Provided data
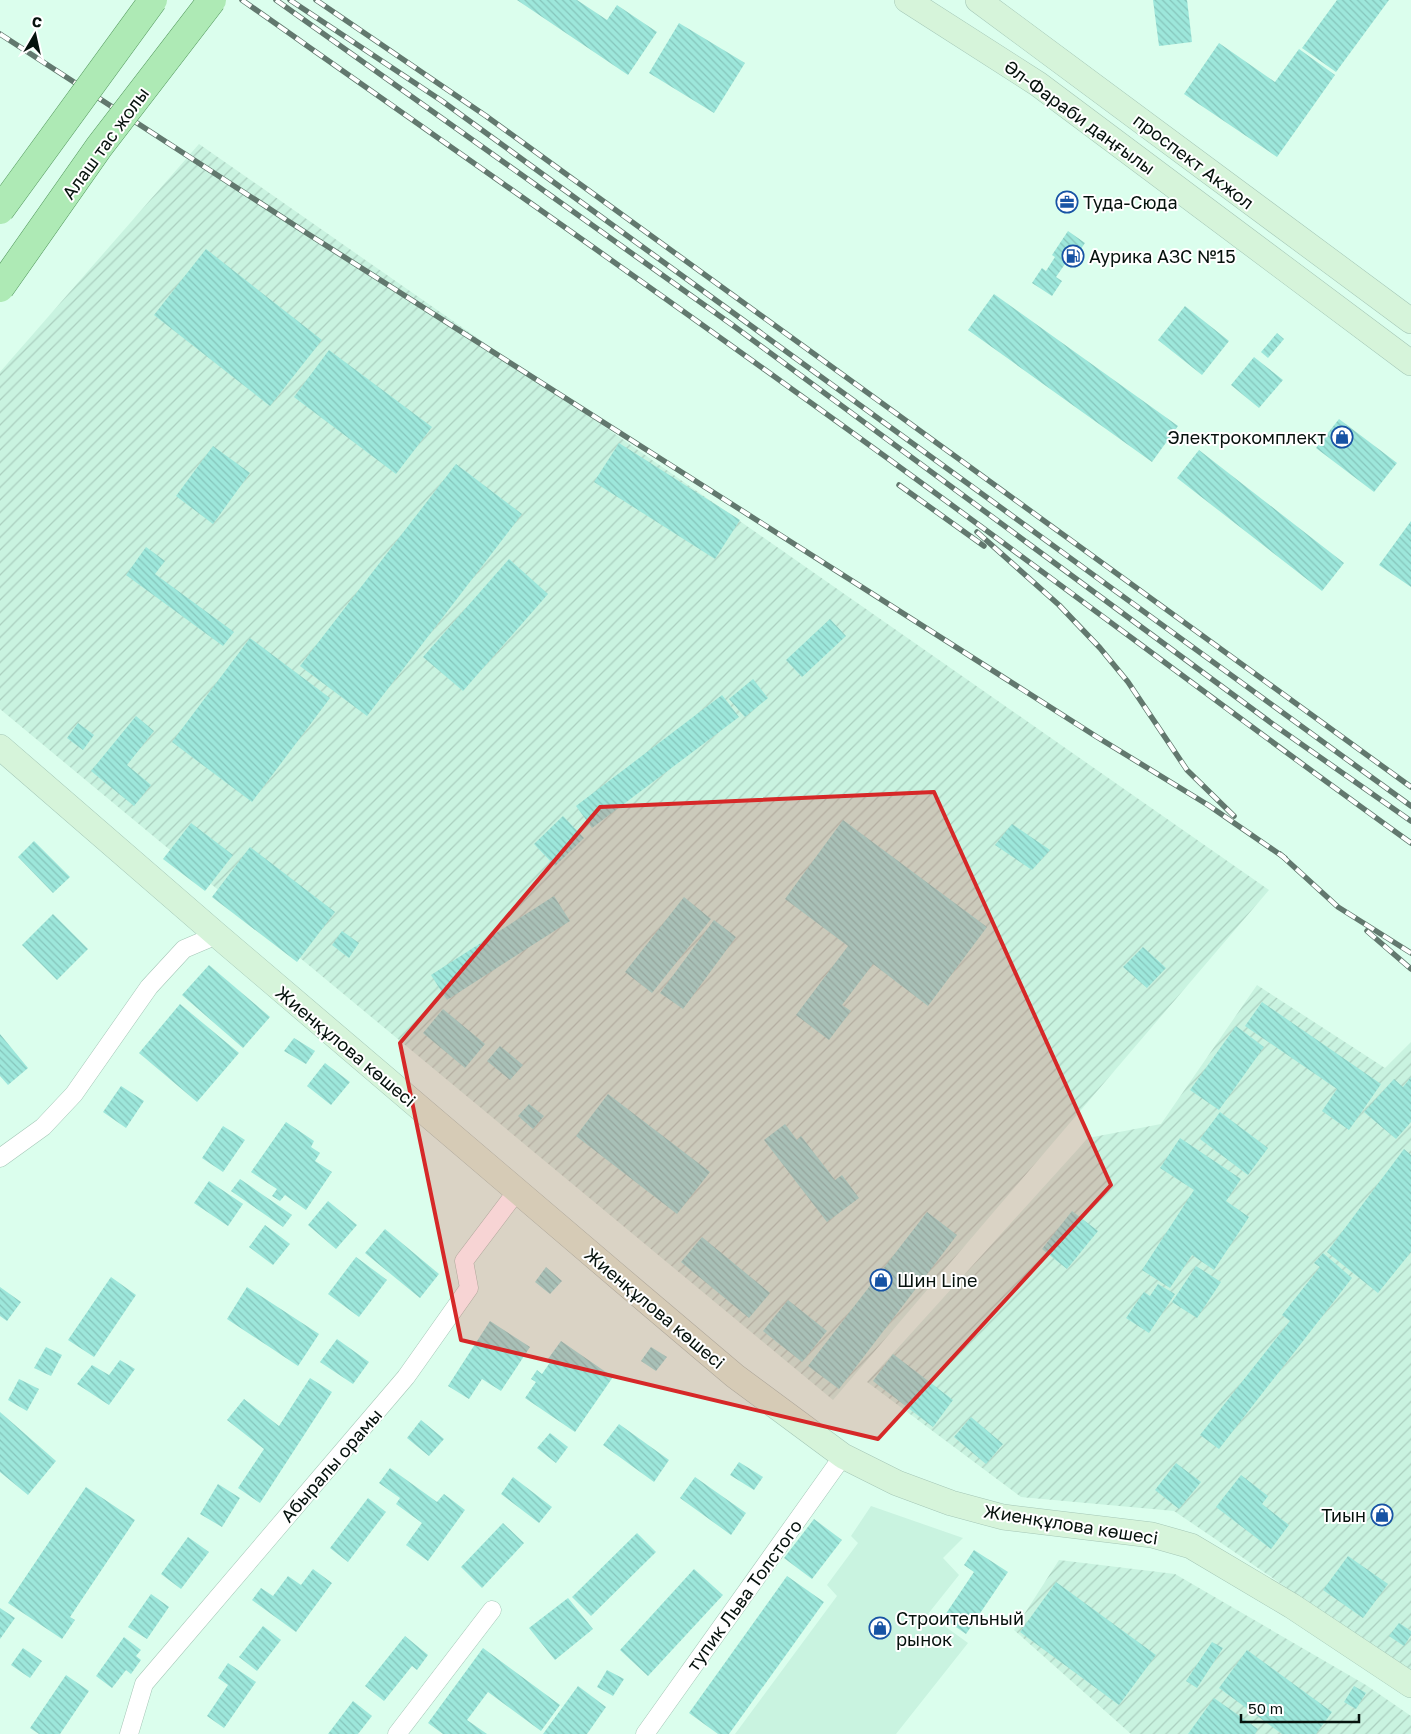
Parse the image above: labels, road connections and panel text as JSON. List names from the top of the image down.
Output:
{
  "streets": {
    "main road": ["Алаш тас жолы"],
    "street": [
      "Әл-Фараби даңғылы",
      "проспект Акжол",
      "Жиенқұлова көшесі",
      "Абыралы орамы",
      "тупик Льва Толстого"
    ]
  },
  "crossings": [
    ["Жиенқұлова көшесі", "Абыралы орамы"],
    ["Жиенқұлова көшесі", "тупик Льва Толстого"]
  ],
  "places": {
    "office": ["Туда-Сюда"],
    "fuel station": ["Аурика АЗС №15"],
    "shop": [
      "Электрокомплект",
      "Шин Line",
      "Тиын",
      "Строительный рынок"
    ]
  },
  "scale_bar": "50 m",
  "north": "top"
}
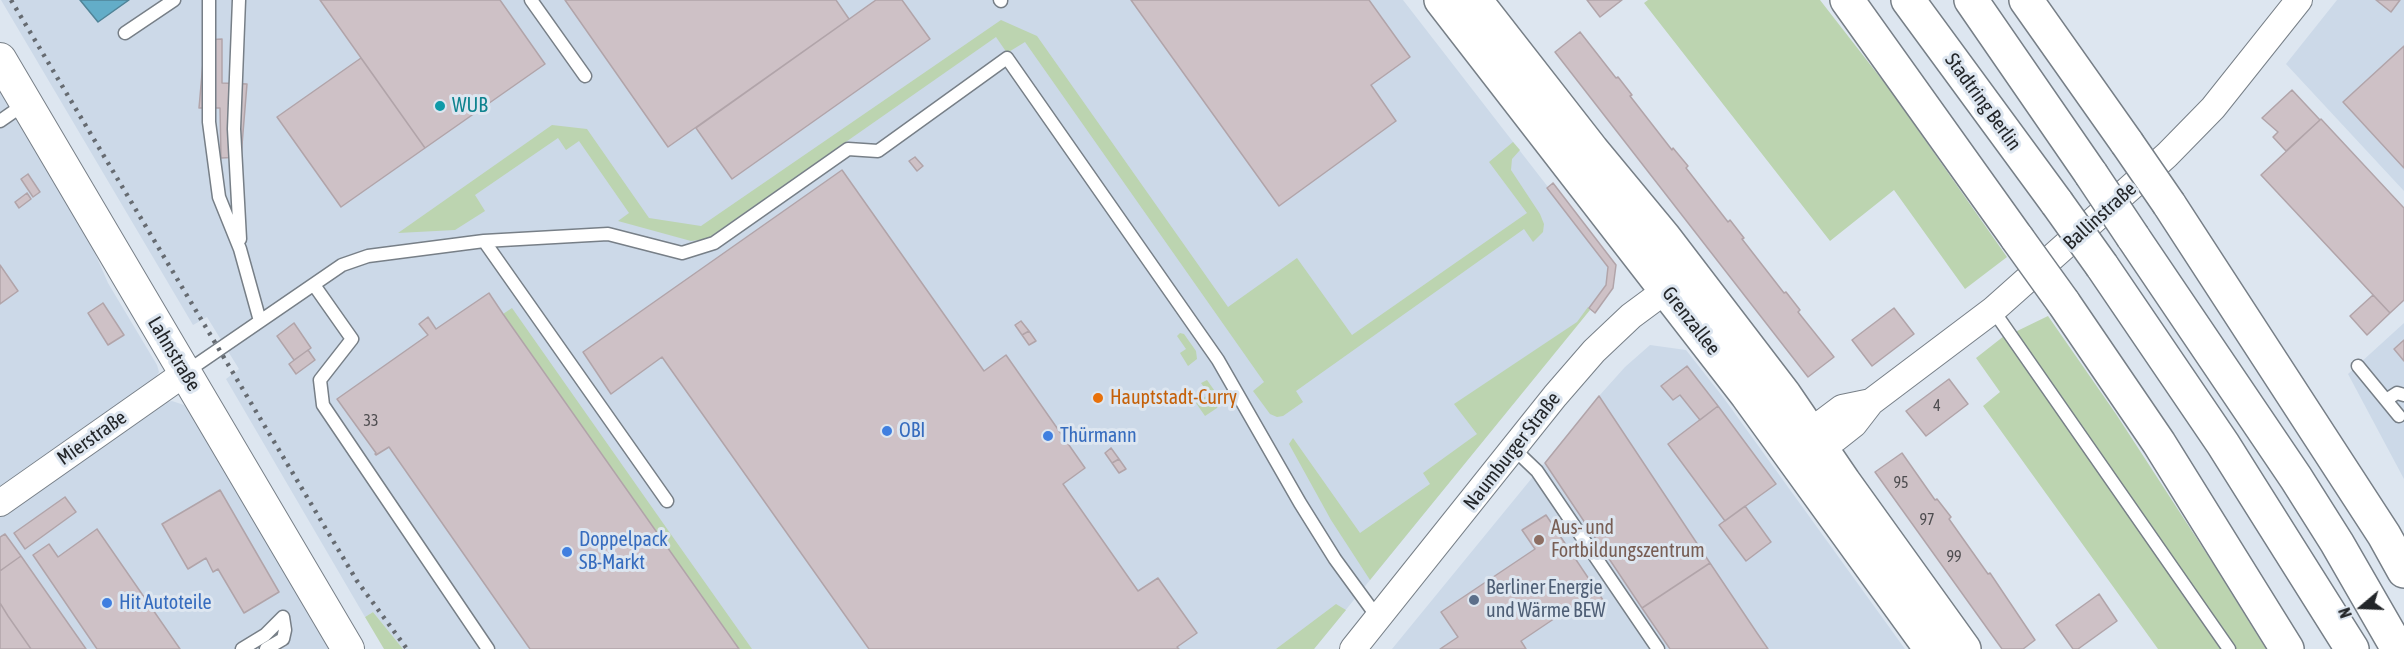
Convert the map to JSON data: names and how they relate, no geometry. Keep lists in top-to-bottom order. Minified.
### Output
{"streets":{"main road":["Stadtring Berlin","Grenzallee"],"street":["Ballinstraße","Lahnstraße","Mierstraße","Naumburger Straße"]},"crossings":[["Ballinstraße","Grenzallee"],["Grenzallee","Naumburger Straße"],["Lahnstraße","Mierstraße"]],"places":["WUB","Hauptstadt-Curry","OBI","Thürmann","Aus- und Fortbildungszentrum","Doppelpack SB-Markt","Berliner Energie und Wärme BEW","Hit Autoteile"],"house_numbers":["4","33","95","97","99"],"north":"left"}
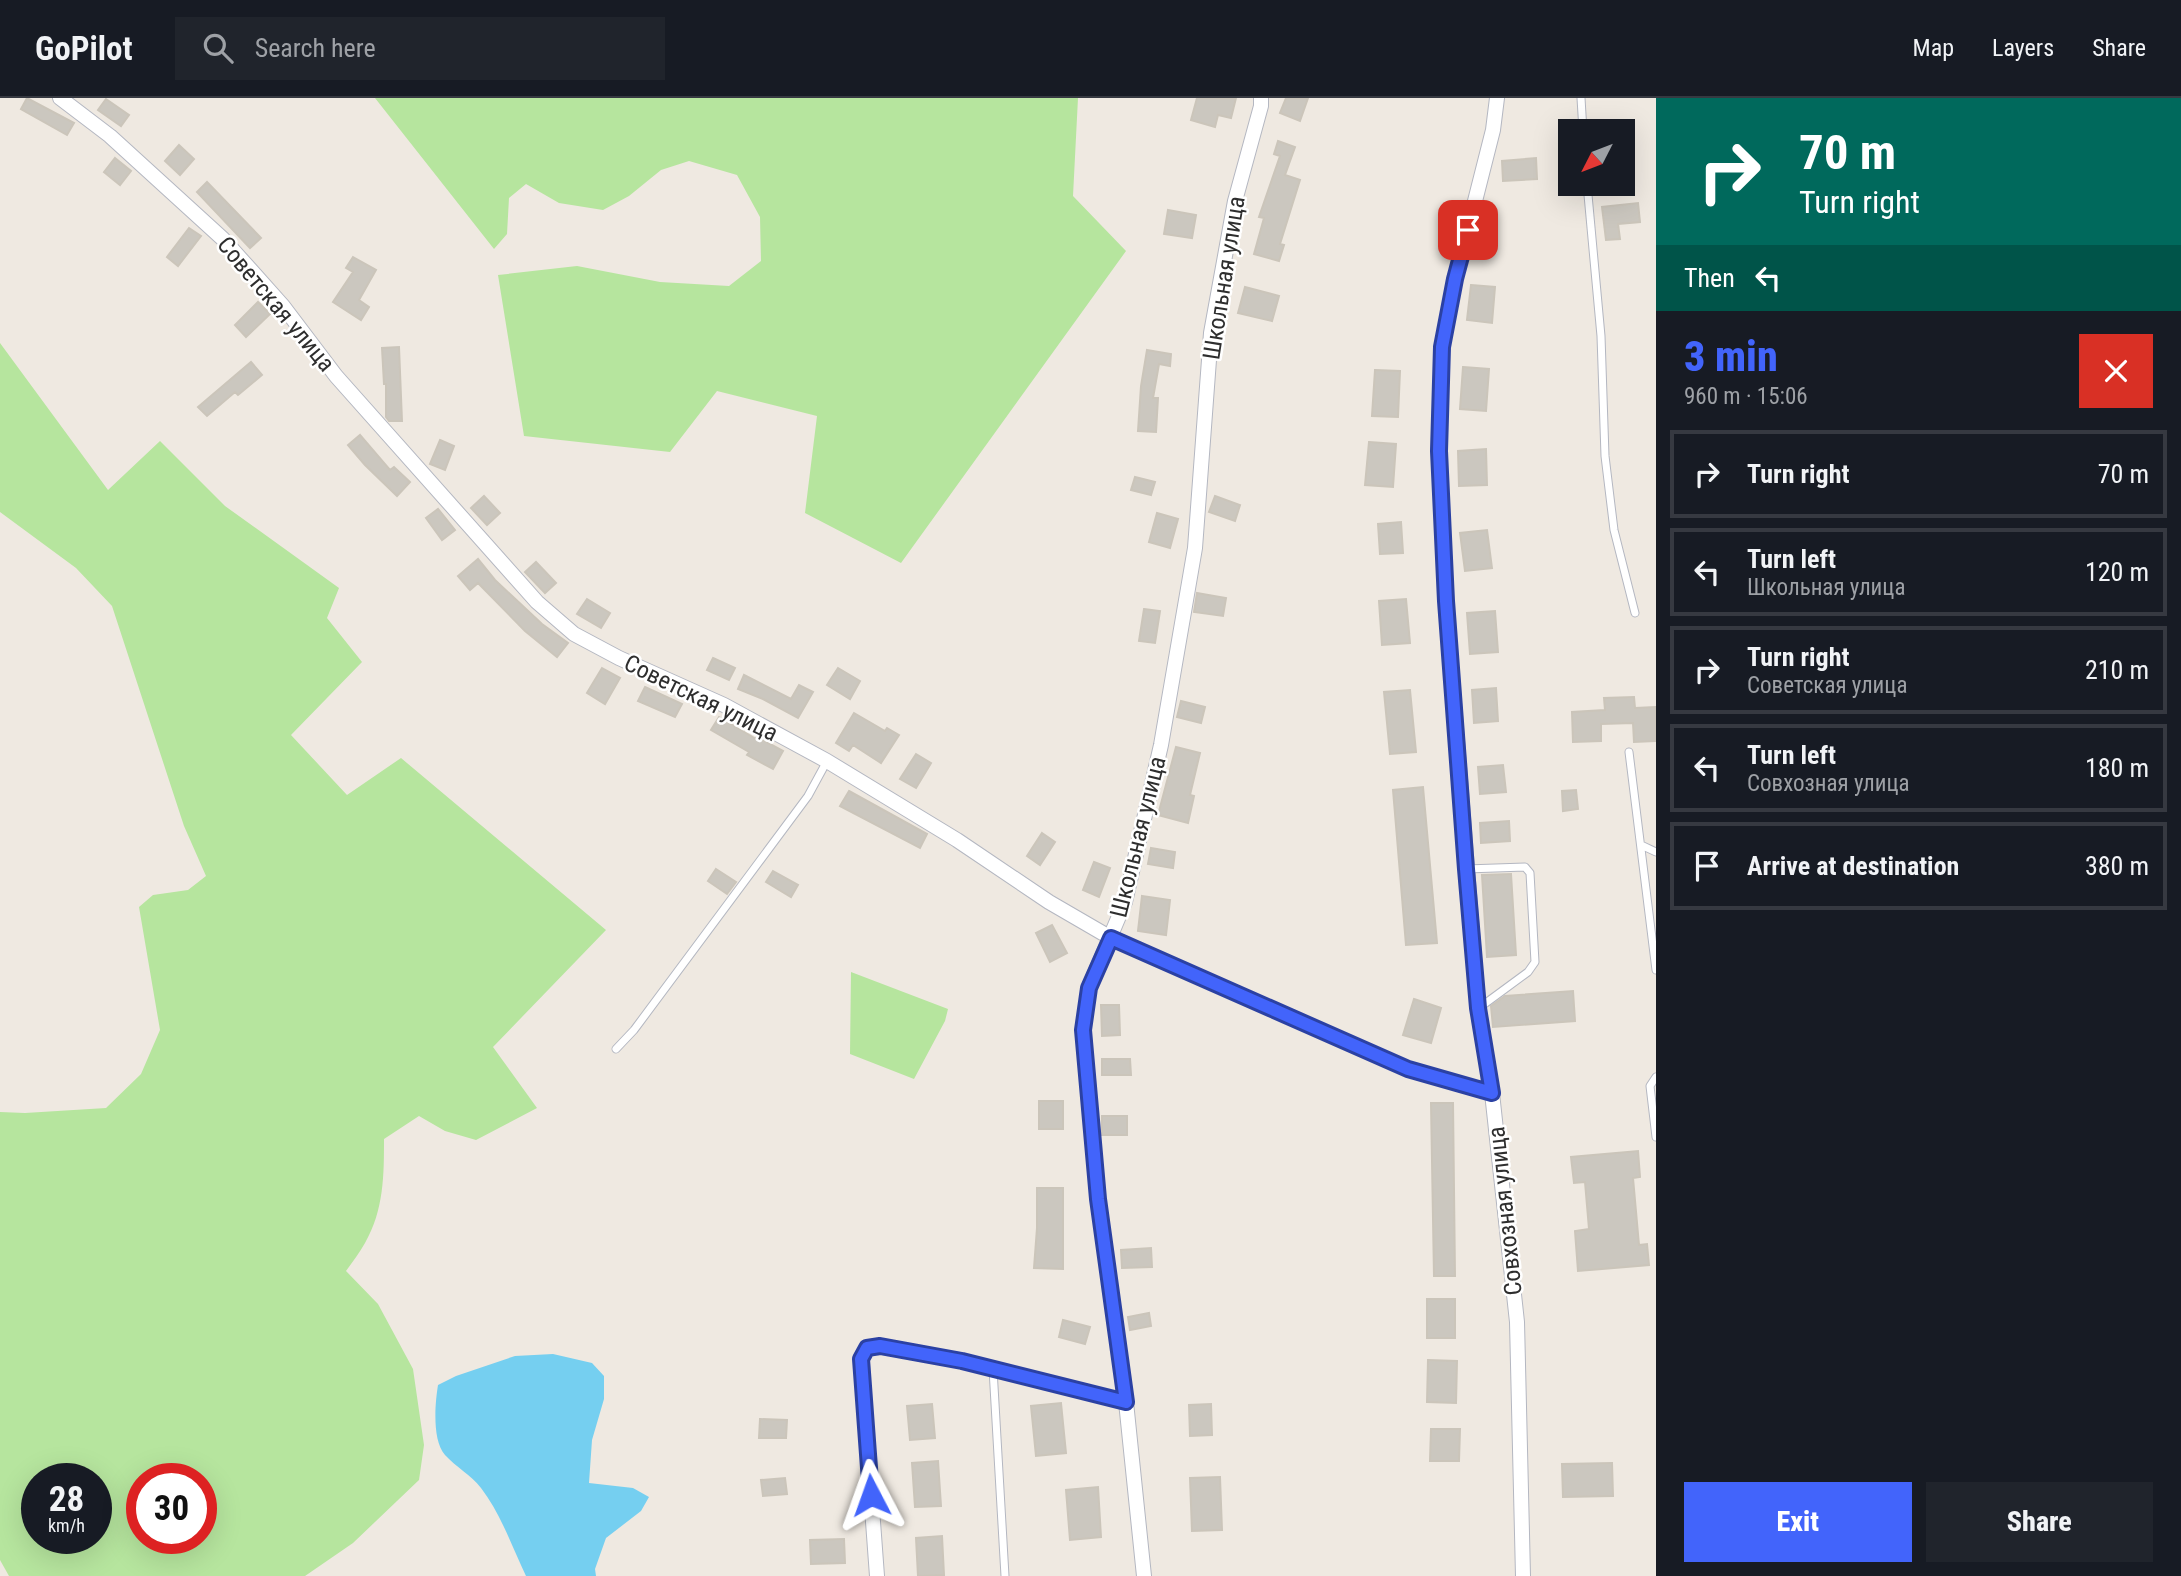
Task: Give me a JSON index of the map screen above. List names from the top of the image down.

Work to be completed
Locate all lines in the listing above with the word "JSON" and copy them.

Your solution
Parse the image above: labels, road connections and panel text as JSON. List names from the top of the image down.
Convert the map to JSON data: names and how they relate, no geometry. Keep lists in top-to-bottom order. Minified.
Task: Give me a JSON index of the map screen above. List names from the top of the image down.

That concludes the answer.